Je ne comptais plus les jours depuis le départ de la Compagnie, seulement les mois. Le temps avait filé plus vite qu'une étoile dans le ciel nocturne et de grands changements s'étaient opérés. Je n'étais plus la jeune femme qui l'avait vu partir, les larmes aux yeux, je n'étais plus Meruva, fille de Dirgion, j'étais aujourd'hui Meruva, tout simplement. J'avais perdu ma barbe et mes mains me faisaient encore souffrir comme un dur rappel du prix que j'avais payé pour être enfin moi-même mais c'était avec fierté que j'arborais cette courte barbe, la tête haute. Le temps passerait et elle repousserait mais jamais je n'oublierais cet affrontement.
Assise dans le salon, je m’efforçais d'ajouter quelques détails à un mouchoir que je brodais mais mes doigts commençaient à me faire mal et mon invitée n'allait pas tarder. Loin jouait tranquillement dans sa chambre, comme le grand garçon qu'il était mais je savais qu'il ne tarderait à venir réclamer son goûter à un moment ou un autre. Une petite bouffée de colère emplissait mon cœur chaque fois que je revoyais son petit bras blessé. La peine de celui qui était mon père était bien trop douce comparé à ce qu'il lui avait fait mais la mort n'aurait été que plus douce encore. J'avais envoyé ma suivante lui préparer une petite collation pendant que je poursuivais mon ouvrage, faisant également préparer de quoi nous désaltérer, Ilhy et moi.
Je jetais un rapide coup d’œil à l'horloge du salon, me levant pour me contempler dans le miroir, passant ma main dans ma barbe qui avait perdu de sa douceur. J'avais passé plus de temps que d'habitude pour me préparer ce matin en prévision de cette entrevue. Cela faisait un moment que je ne l'avais pas vu. J'avais encore du mal à me faire à ma nouvelle apparence mais elle me plaisait de plus en plus, elle et ce qu'elle représentait. J'avais cependant peur de ce que l'on pouvait penser de moi, de l'incidence que cela pouvait avoir sur l'image que je donnais de moi et ainsi de Thorin. Je repris doucement place pour me remettre à mon ouvrage quand on frappa à la porte du salon. Sursautant, je me piquais le doigt, le portant rapidement à ma bouche pour ne pas tâcher mon mouchoir.

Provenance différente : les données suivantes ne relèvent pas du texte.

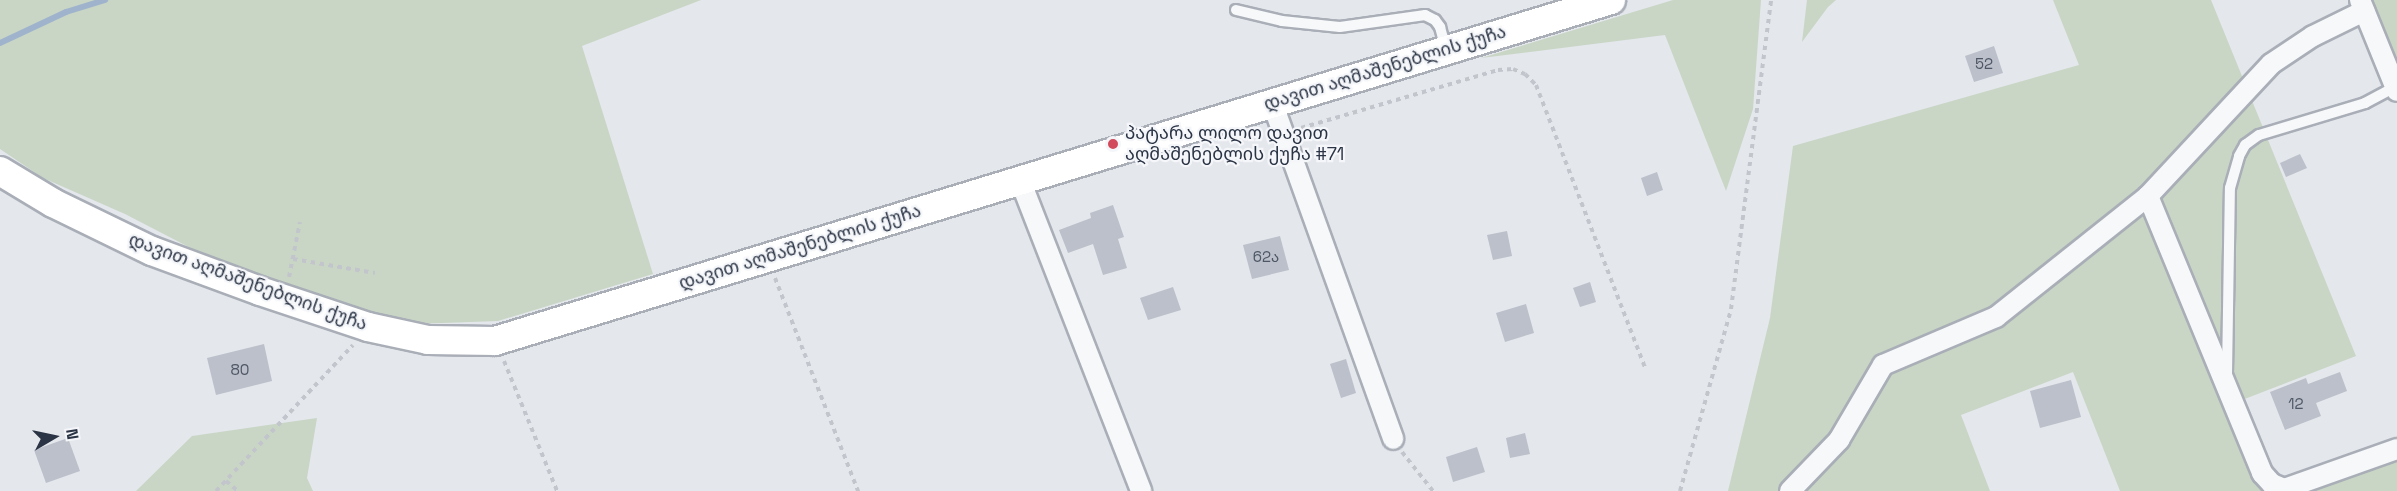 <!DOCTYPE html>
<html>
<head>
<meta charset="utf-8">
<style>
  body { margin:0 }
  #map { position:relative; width:2397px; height:491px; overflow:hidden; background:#e4e7ec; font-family:"Space Grotesk","Noto Sans Georgian",sans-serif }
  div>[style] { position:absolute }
  .green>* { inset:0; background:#c9d6c5 }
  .stream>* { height:6px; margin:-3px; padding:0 3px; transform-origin:3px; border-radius:3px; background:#9fb4cc }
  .building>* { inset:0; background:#bbc0ca }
  .path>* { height:4px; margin-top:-2px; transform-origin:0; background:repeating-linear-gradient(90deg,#c2c5cb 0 4.5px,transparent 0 9px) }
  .roads { filter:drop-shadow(2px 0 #a9aeb7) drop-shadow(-2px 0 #a9aeb7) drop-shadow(0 2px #a9aeb7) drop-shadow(0 -2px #a9aeb7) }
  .lane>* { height:10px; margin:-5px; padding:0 5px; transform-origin:5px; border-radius:5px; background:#f7f8fa }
  .street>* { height:20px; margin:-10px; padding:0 10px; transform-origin:10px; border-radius:10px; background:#f7f8fa }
  .secondary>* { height:28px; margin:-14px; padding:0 14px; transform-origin:14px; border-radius:14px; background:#fff }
  .dots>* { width:16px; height:16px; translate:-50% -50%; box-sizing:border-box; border:3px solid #f4f6f9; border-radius:50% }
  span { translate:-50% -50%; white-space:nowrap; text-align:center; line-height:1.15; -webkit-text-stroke:4.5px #f4f6f9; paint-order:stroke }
  .number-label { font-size:15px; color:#4f5766 }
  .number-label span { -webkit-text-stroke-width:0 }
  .street-label { font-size:18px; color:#2b3445 }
  .poi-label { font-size:18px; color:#2b3445 }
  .left { translate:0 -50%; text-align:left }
  .north { position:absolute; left:24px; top:407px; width:60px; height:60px; -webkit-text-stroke:4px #f4f6f9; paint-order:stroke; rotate:81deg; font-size:16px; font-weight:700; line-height:24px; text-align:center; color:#2b3445 }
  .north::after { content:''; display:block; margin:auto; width:21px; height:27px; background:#2b3445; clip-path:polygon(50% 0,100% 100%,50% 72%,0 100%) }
</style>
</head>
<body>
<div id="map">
  <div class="green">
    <i style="clip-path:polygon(0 0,701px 0,582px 46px,653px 274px,498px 321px,415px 324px,337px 303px,212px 259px,125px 214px,43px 178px,0 149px)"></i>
    <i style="clip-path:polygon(1673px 0,1761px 0,1753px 109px,1726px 191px,1665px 35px,1481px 58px)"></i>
    <i style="clip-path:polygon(1807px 0,1836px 0,1828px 7px,1802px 42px)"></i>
    <i style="clip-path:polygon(2053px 0,2211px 0,2356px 356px,2224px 407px,2260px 483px,2272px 491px,2120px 491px,2073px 372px,1961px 415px,1990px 491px,1728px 491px,1770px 318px,1793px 146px,2079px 65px)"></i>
    <i style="clip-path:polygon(2372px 0,2397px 0,2397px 62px)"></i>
    <i style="clip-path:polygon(317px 418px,307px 478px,313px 491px,136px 491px,192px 436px)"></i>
    <i style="clip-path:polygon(2397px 458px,2397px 491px,2299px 491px)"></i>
  </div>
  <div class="stream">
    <i style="left:0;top:43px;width:73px;rotate:-25.2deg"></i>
    <i style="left:66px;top:12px;width:41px;rotate:-17.1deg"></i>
  </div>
  <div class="building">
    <i style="clip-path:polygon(1994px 46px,2003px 73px,1974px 82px,1965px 56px)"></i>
    <i style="clip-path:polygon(2300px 154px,2307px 168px,2286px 177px,2280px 163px)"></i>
    <i style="clip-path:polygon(1657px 172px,1663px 190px,1647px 196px,1641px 178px)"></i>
    <i style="clip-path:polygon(1113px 205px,1124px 237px,1118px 239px,1127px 268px,1103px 275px,1093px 244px,1068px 253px,1059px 230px,1091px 218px,1090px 213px)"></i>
    <i style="clip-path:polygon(1507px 231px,1512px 256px,1493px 260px,1487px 235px)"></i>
    <i style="clip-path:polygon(1280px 236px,1289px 270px,1252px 279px,1243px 245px)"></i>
    <i style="clip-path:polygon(1590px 282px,1596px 302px,1580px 307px,1573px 288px)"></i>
    <i style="clip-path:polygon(1173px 287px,1181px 310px,1148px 320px,1140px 298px)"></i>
    <i style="clip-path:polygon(1526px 304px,1534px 333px,1505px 342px,1496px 313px)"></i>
    <i style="clip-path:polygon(264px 344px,272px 381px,216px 395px,207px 358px)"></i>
    <i style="clip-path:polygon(1346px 359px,1356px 393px,1341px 398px,1330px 364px)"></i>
    <i style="clip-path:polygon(2340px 372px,2347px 391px,2316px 403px,2321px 416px,2285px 430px,2270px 392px,2306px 378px,2308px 384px)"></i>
    <i style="clip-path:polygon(2071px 380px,2081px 417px,2040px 428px,2030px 391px)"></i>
    <i style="clip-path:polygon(1525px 433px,1530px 454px,1510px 458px,1506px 438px)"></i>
    <i style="clip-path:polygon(68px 438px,80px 471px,46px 483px,34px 450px)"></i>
    <i style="clip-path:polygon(1477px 447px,1485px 472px,1453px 482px,1446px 457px)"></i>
  </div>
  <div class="path">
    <i style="left:1301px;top:128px;width:205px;rotate:-16.4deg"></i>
    <i style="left:1498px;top:70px;width:15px;rotate:-4deg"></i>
    <i style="left:1513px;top:69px;width:13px;rotate:23deg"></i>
    <i style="left:1525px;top:74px;width:16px;rotate:45deg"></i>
    <i style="left:1536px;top:85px;width:305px;rotate:68.9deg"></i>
    <i style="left:293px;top:259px;width:83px;rotate:9.7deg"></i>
    <i style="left:289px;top:277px;width:56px;rotate:-78.7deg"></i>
    <i style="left:775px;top:278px;width:229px;rotate:68.7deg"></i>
    <i style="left:504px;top:361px;width:140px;rotate:67.8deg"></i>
    <i style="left:1402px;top:452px;width:50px;rotate:51.5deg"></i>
    <i style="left:226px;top:481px;width:16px;rotate:40deg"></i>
    <i style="left:216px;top:491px;width:200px;rotate:-46.8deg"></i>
    <i style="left:1680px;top:491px;width:189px;rotate:-74.3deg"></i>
    <i style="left:1731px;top:309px;width:312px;rotate:-82.6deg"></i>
  </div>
  <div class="roads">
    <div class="lane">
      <i style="left:1236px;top:10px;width:47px;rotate:13.4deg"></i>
      <i style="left:1282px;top:21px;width:58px;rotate:5.9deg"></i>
      <i style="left:1340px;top:27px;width:86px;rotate:-8deg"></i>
      <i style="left:1425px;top:15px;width:11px;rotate:27deg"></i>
      <i style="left:1435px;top:20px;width:9px;rotate:54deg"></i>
      <i style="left:1440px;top:27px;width:23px;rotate:75deg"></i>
      <i style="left:2227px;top:374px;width:186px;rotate:-89.1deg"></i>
      <i style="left:2230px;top:188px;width:33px;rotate:-74deg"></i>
      <i style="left:2239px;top:156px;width:13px;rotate:-61deg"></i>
      <i style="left:2245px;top:145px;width:17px;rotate:-36deg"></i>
      <i style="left:2259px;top:135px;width:111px;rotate:-16.8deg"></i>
      <i style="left:2365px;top:103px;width:34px;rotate:-28deg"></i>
    </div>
    <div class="street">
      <i style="left:2360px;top:0;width:98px;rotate:67.9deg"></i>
      <i style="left:1272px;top:102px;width:358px;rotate:70.2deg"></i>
      <i style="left:1020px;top:180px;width:334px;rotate:68.7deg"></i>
      <i style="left:2148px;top:196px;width:300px;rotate:67.6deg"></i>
      <i style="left:2262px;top:473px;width:15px;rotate:48deg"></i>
      <i style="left:2272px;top:484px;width:13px;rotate:23deg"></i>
      <i style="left:2284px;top:489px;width:120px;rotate:-19.5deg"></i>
      <i style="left:1790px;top:491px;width:71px;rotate:-46.1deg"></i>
      <i style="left:1839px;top:440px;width:87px;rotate:-59.6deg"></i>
      <i style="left:1883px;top:365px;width:123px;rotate:-23deg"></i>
      <i style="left:1996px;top:317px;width:194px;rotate:-38.5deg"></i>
      <i style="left:2148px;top:196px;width:180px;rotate:-47deg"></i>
      <i style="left:2271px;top:64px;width:50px;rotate:-33.7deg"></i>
      <i style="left:2313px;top:36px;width:57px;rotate:-26.1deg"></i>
    </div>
    <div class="secondary">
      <i style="left:0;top:171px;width:62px;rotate:31.1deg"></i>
      <i style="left:53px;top:203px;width:110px;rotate:25.9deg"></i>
      <i style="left:152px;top:251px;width:115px;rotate:20.3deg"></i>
      <i style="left:260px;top:291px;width:114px;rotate:18.4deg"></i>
      <i style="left:368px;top:327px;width:61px;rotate:12.2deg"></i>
      <i style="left:428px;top:340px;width:67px;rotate:0.9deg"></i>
      <i style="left:495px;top:341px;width:1167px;rotate:-16.99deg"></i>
    </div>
  </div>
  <div class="dots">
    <i style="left:1113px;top:144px;background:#d1495b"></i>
  </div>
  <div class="number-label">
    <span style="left:1984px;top:64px">52</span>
    <span style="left:1266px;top:257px">62ა</span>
    <span style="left:240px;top:370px">80</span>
    <span style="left:2296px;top:404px">12</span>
  </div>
  <div class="street-label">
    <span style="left:1385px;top:68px;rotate:-17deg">დავით აღმაშენებლის ქუჩა</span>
    <span style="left:800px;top:247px;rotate:-17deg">დავით აღმაშენებლის ქუჩა</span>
    <span style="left:248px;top:282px;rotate:20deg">დავით აღმაშენებლის ქუჩა</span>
  </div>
  <div class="poi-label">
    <span class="left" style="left:1125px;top:144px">პატარა ლილო დავით<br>აღმაშენებლის ქუჩა #71</span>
  </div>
  <div class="north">N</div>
</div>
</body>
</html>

Suçant le sang qui perlait à mon index, j'invitais la naine à entrer avant de poser mon ouvrage dans le panier destiné à cet effet.
« Comme je suis heureuse de te voir. Ta fraicheur m'avait manquée. »Je me levais pour venir à sa rencontre en quelques pas, la prenant dans mes bras en une courte étreinte. Ilhy était une naine rafraichissante et j'avais toujours envié sa liberté. J'en avais aujourd'hui fait mienne et j'avais une requête à lui faire mais nous avions d'autres choses en tête pour l'après-midi.
Je l'invitais à s'asseoir sur le canapé que j'occupais un peu plus tôt, le désignant d'un geste large avant de m'asseoir doucement sur l'un des coussins.
« Avant que nous n'abordions le sujet de ta visite, comment vas-tu ? J'ai l'impression que nous ne nous sommes pas revue depuis des années. »Ma suivante entra rapidement pour déposer un plateau de thé avec des petits gâteaux. Je lui signais quelque mots en Iglishmêk pour savoir ce que faisait Loin et s'il était déjà venu chercher son goûter avant qu'elle ne s'efface à nouveau, nous laissant seules.
Je tournais mon buste pour faire face à ma voisine, lui proposant du thé en tendant une tasse remplie du liquide ambré. Avant que l'on n'attaque les choses sérieuses, je voulais rattraper le temps perdu avec la demoiselle.